=== EXERCISE MATERIAL ===
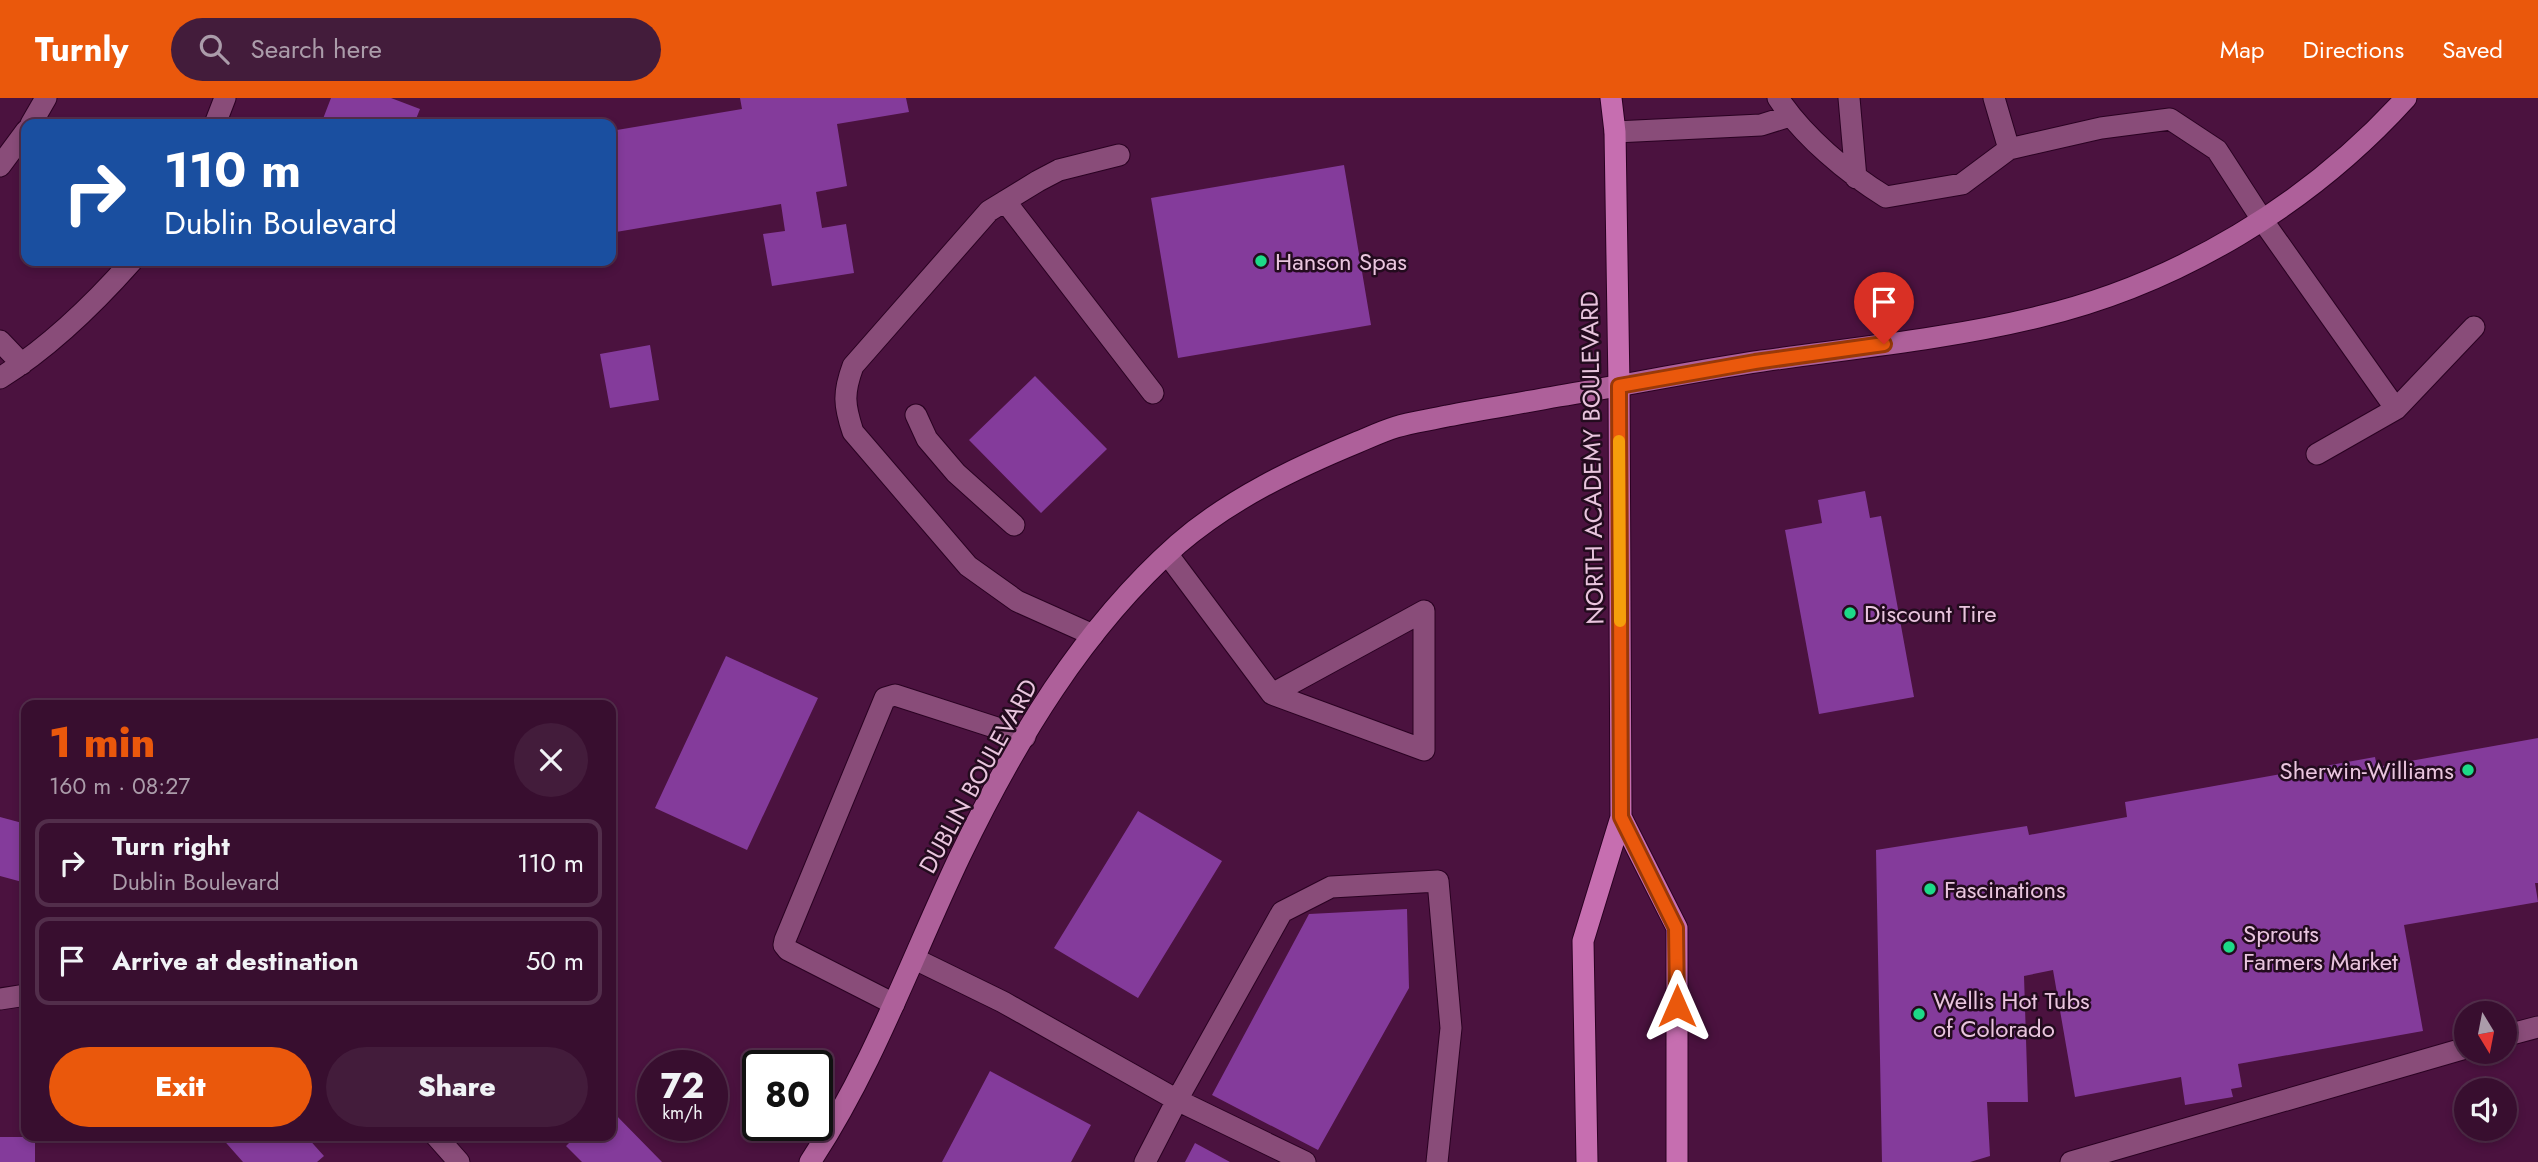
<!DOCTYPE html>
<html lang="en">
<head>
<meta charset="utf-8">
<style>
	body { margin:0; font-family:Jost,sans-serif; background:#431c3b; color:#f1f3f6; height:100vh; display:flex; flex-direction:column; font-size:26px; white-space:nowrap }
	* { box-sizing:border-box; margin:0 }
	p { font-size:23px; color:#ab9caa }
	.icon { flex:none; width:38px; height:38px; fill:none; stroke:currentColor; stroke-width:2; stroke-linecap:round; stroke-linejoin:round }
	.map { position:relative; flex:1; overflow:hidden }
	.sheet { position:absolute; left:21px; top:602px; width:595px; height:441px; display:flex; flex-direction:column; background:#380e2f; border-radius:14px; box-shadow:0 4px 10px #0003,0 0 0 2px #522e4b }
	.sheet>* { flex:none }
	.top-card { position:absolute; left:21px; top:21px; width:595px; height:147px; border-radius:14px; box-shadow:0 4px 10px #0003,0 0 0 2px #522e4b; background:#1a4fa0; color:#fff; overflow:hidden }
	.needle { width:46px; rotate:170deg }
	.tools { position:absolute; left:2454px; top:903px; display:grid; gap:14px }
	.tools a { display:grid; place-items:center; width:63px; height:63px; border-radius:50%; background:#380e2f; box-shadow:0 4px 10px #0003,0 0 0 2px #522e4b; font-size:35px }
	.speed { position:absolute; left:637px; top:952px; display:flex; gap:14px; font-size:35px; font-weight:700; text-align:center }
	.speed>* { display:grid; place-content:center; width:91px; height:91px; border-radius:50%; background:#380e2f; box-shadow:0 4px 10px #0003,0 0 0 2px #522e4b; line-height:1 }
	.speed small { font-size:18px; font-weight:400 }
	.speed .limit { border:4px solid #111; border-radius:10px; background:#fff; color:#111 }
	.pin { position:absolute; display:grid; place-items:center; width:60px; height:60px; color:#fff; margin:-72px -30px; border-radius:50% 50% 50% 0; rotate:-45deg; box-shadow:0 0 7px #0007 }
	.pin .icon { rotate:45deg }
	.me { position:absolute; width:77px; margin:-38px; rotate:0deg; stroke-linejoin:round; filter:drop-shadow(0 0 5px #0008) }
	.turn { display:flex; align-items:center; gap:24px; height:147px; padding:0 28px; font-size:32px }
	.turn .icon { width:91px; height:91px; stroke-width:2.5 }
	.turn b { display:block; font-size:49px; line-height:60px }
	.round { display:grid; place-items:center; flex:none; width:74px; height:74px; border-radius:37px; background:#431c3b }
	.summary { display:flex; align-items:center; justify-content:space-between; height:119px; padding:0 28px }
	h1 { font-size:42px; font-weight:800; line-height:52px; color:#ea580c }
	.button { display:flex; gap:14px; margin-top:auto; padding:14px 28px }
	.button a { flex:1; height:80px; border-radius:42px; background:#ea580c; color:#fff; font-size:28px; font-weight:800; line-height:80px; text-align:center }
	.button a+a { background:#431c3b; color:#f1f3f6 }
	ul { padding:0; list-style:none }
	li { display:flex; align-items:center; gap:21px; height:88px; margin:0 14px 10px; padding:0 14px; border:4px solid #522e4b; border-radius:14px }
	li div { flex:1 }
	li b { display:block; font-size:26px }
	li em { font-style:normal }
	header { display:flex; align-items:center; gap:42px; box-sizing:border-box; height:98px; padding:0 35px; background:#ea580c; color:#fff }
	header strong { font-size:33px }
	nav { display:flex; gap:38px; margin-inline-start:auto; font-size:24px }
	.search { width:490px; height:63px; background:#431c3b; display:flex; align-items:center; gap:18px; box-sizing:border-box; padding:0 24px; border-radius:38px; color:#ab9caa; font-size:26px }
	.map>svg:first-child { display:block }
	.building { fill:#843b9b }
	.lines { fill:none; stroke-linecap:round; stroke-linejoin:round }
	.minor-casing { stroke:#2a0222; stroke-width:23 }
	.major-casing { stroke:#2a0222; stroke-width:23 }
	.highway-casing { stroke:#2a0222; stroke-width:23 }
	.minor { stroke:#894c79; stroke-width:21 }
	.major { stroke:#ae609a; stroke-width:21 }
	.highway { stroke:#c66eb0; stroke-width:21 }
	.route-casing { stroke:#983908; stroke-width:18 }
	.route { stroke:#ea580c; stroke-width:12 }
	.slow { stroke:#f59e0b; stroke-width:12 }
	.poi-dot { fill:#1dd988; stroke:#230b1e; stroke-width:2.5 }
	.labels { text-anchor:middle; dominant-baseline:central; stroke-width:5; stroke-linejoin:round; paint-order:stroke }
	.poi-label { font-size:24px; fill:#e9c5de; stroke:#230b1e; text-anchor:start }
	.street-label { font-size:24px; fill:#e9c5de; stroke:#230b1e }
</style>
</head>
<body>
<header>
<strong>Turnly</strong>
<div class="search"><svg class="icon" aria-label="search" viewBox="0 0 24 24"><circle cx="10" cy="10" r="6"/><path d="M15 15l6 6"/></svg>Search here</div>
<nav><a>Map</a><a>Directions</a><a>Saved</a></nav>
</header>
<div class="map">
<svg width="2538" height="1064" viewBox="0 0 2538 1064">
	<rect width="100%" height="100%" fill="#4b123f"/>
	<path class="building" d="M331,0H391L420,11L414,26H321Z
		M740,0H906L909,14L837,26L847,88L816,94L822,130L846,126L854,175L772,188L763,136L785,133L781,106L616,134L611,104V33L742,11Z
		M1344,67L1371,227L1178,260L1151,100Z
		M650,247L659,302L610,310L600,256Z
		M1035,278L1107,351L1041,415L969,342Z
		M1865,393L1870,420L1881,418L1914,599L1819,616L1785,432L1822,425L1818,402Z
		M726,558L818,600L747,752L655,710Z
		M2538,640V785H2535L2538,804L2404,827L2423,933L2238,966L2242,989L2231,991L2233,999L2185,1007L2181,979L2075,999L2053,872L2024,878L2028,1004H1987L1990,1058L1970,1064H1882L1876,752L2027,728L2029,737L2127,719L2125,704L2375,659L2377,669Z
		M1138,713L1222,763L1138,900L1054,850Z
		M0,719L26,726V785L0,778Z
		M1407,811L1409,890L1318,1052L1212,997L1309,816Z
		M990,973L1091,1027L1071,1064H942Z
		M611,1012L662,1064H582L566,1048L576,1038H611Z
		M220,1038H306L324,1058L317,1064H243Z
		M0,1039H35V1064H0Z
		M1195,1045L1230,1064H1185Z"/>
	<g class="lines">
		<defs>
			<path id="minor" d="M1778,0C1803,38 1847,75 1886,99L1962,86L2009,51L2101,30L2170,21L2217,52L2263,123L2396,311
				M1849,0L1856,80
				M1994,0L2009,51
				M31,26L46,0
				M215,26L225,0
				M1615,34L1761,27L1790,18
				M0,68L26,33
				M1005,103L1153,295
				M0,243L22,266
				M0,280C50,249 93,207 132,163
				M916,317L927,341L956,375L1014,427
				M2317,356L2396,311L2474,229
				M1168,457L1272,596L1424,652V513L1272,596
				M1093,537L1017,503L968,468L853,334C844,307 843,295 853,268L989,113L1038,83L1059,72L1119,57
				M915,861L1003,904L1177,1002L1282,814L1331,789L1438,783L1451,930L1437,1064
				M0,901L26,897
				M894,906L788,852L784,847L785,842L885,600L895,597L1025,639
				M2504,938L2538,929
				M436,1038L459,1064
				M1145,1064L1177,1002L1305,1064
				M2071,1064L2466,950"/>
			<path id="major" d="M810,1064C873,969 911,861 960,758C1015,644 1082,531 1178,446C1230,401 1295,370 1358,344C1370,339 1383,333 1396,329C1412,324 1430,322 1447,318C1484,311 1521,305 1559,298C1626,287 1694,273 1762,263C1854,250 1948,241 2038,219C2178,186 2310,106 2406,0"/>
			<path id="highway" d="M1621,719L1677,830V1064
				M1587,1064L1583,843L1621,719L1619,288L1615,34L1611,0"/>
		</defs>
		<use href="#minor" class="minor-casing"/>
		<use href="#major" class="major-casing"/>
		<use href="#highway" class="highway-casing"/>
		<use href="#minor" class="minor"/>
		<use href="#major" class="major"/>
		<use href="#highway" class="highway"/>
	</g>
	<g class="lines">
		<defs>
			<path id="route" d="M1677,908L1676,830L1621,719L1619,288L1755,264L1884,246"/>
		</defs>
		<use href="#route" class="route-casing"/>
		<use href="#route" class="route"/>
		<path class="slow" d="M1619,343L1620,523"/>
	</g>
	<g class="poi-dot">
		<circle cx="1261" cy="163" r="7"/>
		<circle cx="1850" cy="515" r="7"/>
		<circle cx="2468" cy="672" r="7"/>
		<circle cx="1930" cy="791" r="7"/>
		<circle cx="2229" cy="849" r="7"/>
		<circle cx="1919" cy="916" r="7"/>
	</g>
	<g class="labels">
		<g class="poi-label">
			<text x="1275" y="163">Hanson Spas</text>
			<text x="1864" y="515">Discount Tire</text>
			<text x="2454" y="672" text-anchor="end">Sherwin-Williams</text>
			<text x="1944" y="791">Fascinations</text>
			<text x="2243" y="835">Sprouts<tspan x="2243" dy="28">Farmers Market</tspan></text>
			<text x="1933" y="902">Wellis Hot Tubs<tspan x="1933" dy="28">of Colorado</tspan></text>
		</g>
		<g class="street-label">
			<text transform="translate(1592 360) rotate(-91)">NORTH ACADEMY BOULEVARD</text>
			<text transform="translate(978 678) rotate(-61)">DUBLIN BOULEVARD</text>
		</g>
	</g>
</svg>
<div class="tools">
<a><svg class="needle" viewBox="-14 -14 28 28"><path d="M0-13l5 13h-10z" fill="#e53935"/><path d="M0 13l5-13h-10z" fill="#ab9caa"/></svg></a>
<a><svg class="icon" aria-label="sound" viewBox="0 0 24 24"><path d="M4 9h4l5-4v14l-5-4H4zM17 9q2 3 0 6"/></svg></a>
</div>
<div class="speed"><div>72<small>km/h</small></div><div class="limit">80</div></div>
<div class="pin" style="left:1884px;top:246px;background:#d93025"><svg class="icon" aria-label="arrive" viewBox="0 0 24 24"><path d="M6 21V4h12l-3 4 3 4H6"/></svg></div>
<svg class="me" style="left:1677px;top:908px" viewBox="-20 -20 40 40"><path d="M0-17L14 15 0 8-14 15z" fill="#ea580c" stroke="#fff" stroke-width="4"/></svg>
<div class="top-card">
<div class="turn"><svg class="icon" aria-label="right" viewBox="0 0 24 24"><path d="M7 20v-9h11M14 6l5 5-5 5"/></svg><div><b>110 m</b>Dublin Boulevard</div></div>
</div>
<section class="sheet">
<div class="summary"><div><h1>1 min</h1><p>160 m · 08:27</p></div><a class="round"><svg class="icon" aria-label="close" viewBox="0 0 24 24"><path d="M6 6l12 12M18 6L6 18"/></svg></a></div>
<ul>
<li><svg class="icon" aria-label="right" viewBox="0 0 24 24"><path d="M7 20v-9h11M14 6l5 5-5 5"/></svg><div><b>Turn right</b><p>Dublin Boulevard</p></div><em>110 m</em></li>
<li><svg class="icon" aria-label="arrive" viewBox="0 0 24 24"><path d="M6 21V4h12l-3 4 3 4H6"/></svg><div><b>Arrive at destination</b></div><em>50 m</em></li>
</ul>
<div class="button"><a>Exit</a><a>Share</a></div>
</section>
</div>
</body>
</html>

=== TASK INSTRUCTIONS ===
Across all the records, find the lines containing the word "absolute" and reproduce each one.

=== YOUR RESPONSE ===
	.sheet { position:absolute; left:21px; top:602px; width:595px; height:441px; display:flex; flex-direction:column; background:#380e2f; border-radius:14px; box-shadow:0 4px 10px #0003,0 0 0 2px #522e4b }
	.top-card { position:absolute; left:21px; top:21px; width:595px; height:147px; border-radius:14px; box-shadow:0 4px 10px #0003,0 0 0 2px #522e4b; background:#1a4fa0; color:#fff; overflow:hidden }
	.tools { position:absolute; left:2454px; top:903px; display:grid; gap:14px }
	.speed { position:absolute; left:637px; top:952px; display:flex; gap:14px; font-size:35px; font-weight:700; text-align:center }
	.pin { position:absolute; display:grid; place-items:center; width:60px; height:60px; color:#fff; margin:-72px -30px; border-radius:50% 50% 50% 0; rotate:-45deg; box-shadow:0 0 7px #0007 }
	.me { position:absolute; width:77px; margin:-38px; rotate:0deg; stroke-linejoin:round; filter:drop-shadow(0 0 5px #0008) }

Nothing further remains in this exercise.